Politics has always been a profession where once can succeed through luck as well as merit (maybe even more than merit), and so attracts overconfident second-raters. But there might be other things at work. Here are a few theories.
- Declining Tory party membership. The Tories were once a mass party; they had over two million members in the 50s. Today, they are a handful of “weirdos and oddballs” who are “apart from reality”, to use Richard Bridger’s words. This means that whereas Tory MPs were once selected for their ability to appeal to sane and reasonable folk, today one can become a Tory candidate by enthusing weirdos.
- The rise of narcissism. The only thing we expect of politicians today is that they echo our prejudices, not that they exercise good independent judgment or promote the public good; the fact that there is a demand for referendums demonstrates a distrust of our elected representatives to do their job. We thus prefer the third-rate fanatic to the serious sober-minded man. The media, of course, is complicit in this. The right-wing press bullies independent-mined MPs, whilst the BBC – in its pursuit of balance – describes outright lies as “controversial claims”.

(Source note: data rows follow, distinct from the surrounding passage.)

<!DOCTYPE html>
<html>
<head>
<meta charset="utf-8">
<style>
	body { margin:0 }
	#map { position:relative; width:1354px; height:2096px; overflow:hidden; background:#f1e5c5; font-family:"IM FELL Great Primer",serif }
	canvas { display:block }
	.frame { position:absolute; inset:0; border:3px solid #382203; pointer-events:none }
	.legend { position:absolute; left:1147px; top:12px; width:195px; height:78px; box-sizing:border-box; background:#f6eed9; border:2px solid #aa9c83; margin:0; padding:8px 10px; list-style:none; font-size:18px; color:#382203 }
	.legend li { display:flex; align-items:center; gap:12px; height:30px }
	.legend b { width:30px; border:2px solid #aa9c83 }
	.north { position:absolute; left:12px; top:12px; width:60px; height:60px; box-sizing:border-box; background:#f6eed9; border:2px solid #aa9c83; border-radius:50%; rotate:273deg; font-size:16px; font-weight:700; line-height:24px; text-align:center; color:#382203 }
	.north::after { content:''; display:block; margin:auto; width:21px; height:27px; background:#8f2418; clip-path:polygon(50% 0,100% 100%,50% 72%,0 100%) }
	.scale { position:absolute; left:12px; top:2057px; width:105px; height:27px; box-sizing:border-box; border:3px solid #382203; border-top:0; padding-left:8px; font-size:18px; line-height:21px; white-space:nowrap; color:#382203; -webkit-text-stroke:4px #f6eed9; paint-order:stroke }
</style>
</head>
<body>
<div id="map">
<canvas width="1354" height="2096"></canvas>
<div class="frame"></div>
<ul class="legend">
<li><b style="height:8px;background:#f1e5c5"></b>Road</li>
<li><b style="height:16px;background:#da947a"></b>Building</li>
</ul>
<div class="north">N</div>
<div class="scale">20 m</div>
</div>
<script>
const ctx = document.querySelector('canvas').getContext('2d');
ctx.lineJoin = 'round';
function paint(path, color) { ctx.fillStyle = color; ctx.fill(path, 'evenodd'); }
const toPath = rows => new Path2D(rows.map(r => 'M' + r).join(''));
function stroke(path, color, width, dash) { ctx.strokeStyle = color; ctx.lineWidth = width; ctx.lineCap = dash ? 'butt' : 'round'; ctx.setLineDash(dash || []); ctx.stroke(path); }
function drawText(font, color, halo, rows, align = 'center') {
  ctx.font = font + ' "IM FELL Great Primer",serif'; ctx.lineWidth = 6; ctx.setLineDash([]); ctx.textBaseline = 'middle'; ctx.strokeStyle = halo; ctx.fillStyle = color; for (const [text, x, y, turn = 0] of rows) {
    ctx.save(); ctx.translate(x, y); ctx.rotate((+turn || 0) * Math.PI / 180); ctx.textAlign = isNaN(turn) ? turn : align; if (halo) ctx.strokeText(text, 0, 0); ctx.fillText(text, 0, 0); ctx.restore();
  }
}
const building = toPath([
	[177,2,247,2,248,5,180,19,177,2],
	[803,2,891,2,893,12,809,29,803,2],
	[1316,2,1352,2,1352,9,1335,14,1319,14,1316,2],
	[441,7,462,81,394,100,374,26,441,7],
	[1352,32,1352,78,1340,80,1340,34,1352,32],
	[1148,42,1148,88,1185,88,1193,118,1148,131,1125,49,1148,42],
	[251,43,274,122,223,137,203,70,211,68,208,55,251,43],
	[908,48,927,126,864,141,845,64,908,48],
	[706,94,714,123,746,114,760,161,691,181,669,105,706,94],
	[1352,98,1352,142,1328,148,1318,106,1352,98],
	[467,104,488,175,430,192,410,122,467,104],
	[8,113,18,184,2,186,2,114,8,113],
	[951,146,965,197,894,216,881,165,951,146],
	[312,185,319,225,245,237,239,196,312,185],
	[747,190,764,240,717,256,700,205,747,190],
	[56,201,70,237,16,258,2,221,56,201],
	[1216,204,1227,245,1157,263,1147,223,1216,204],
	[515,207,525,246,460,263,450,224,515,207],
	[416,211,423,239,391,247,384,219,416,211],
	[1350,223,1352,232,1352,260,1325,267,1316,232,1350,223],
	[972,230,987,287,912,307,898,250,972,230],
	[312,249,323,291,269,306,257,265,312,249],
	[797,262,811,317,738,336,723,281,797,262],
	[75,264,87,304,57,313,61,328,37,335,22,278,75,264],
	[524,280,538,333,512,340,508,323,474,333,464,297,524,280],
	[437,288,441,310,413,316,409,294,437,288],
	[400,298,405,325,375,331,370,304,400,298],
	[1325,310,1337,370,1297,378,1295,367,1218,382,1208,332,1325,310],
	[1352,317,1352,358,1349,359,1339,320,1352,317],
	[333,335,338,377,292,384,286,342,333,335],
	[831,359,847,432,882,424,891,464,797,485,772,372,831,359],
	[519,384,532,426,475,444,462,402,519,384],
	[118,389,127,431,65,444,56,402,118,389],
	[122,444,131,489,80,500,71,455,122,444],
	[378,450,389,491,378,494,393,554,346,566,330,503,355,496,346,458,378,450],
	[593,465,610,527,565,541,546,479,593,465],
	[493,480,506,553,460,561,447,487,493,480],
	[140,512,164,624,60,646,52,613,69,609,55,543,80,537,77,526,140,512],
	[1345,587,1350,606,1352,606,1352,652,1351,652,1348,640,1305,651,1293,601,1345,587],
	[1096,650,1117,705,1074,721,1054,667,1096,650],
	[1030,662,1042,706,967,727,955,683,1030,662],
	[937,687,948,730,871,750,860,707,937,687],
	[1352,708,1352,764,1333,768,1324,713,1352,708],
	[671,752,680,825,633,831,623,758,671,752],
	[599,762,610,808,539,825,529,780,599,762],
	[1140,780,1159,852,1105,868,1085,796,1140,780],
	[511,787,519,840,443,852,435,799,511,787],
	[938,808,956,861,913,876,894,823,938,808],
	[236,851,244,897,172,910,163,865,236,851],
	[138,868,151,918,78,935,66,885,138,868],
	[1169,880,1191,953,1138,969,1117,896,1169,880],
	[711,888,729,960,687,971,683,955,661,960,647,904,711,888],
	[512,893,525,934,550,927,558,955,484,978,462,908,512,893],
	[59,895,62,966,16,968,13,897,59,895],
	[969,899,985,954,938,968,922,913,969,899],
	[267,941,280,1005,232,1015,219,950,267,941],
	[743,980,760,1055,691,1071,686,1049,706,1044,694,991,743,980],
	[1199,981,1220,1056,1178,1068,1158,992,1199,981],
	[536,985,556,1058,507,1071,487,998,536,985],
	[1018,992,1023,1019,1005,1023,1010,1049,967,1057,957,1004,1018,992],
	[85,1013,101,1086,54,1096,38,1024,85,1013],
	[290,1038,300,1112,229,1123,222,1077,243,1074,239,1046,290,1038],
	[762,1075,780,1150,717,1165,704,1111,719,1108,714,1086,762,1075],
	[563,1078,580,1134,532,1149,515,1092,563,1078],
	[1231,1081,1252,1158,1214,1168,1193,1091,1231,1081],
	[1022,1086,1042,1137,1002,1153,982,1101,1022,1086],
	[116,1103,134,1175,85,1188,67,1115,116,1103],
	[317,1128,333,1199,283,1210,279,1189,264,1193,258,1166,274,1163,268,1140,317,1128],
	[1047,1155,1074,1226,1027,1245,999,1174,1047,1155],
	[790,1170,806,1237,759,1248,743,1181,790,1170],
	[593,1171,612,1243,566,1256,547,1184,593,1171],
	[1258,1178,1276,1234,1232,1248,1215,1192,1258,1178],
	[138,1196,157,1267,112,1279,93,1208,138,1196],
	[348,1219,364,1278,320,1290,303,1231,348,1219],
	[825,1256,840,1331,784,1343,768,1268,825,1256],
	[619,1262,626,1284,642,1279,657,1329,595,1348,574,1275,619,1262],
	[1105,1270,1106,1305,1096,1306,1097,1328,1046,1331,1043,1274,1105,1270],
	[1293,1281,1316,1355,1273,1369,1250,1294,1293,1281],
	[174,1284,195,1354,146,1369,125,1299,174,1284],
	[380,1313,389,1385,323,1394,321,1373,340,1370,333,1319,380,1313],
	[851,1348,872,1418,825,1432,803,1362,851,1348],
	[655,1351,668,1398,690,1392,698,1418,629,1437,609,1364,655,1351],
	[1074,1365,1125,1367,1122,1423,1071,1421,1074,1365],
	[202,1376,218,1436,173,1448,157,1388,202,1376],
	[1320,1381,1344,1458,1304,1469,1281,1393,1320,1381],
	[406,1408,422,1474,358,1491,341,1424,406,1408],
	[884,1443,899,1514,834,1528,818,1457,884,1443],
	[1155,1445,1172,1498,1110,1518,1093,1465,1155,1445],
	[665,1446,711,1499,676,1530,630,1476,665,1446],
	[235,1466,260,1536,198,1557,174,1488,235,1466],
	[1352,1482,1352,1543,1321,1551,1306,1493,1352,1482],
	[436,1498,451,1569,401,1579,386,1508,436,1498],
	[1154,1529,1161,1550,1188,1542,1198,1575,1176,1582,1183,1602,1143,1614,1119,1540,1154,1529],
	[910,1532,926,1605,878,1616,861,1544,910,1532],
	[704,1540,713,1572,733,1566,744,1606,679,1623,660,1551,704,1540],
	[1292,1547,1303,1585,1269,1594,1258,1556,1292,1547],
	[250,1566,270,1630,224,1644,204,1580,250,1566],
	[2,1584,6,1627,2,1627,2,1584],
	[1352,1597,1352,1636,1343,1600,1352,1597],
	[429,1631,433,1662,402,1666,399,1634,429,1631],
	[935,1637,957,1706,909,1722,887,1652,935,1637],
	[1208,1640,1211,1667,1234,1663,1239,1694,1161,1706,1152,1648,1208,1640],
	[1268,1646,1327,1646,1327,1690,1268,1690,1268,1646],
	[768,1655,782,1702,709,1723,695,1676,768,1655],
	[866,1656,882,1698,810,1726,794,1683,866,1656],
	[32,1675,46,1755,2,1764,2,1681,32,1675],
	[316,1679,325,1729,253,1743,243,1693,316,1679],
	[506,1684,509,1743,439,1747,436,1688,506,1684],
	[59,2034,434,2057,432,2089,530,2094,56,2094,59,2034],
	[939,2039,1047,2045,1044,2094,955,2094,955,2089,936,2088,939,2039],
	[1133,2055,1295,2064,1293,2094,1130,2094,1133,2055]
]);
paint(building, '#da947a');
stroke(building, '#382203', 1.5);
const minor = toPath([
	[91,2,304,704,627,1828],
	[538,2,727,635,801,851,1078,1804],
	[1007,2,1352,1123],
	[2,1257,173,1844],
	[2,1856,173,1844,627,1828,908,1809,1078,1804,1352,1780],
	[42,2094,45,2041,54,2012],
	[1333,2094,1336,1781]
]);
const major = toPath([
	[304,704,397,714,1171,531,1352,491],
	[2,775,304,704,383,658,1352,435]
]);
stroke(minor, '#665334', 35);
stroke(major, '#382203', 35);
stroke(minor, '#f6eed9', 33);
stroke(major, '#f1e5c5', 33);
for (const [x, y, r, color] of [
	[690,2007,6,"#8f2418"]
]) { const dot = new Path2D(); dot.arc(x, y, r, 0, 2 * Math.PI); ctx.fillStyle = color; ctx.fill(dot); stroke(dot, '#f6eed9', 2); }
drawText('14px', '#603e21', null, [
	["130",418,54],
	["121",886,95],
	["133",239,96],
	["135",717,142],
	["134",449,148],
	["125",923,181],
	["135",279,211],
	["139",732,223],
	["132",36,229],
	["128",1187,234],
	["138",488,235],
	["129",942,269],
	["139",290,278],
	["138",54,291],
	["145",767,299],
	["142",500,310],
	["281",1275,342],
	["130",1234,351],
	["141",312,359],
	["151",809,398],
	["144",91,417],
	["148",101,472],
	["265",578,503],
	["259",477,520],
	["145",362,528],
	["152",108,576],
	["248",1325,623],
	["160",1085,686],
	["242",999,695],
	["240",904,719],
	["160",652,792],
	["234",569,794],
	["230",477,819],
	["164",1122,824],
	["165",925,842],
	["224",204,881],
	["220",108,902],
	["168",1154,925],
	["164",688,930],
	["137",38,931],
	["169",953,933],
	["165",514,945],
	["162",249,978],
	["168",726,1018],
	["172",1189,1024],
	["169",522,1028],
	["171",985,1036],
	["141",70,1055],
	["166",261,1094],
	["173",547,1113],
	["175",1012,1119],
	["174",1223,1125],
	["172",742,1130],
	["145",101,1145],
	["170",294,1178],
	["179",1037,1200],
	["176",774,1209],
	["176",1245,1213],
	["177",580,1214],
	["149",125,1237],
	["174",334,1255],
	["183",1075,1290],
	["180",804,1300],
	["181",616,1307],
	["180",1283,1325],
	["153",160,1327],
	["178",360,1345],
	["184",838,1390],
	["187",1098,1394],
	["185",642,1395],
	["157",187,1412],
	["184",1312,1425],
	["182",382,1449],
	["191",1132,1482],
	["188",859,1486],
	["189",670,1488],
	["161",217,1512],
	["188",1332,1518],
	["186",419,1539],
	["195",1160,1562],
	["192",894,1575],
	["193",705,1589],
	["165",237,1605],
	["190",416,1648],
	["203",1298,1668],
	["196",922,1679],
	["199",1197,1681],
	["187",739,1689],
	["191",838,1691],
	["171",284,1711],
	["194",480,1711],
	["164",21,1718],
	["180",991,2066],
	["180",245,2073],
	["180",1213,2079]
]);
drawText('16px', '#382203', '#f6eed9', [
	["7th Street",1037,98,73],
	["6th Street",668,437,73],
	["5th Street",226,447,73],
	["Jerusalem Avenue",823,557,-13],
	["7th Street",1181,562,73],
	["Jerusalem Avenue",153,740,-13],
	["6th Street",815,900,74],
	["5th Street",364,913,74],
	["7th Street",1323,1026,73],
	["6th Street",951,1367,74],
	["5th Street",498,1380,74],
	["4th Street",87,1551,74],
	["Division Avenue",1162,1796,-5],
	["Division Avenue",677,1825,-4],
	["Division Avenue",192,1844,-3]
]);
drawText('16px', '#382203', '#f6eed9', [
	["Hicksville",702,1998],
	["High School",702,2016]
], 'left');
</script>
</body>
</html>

- The Tories' loss of contact with business. In backing Brexit and immigration controls, Tory policies are not business interests. Of course, relations between the Tories and business haven’t always been close: in 1980 CBI boss Terry Beckett threatened a “bare-knuckle fight” over monetarism. But the Tories then had links to corporate life which gave them roots in a reality-based community. Today, those roots are weaker.
- Increased inequality. Financial rewards in finance or business are now higher, relative to those in politics, than they were in the 70s and 80s. People of even moderate ability are, therefore, more likely to stay away from politics. Why become a cabinet minister to be harangued by a bigot earning five times as much as you, when you can earn more, with more dignity, elsewhere?
- The loss of public intellectuals. Thatcher could (and did) draw upon serious thinkers such as Popper, Hayek and Friedman. There are no equivalents of these today. The best Brexiters can manage are a bunch of cranks whose work doesn’t withstand scrutiny.
Of course, none of this is to say that intelligent public-spirited people are always weeded out: they are not. It's just that there are mechanisms which tend to select against such people. Nor is it the case that politics is unique in tending to select against honesty and merit. There are adverse selection mechanisms in many organizations. The point is, though, that we should not just decry the mediocrity of our political leaders, but ask what mechanisms give us such inadequates? And how, if at all, can these be changed?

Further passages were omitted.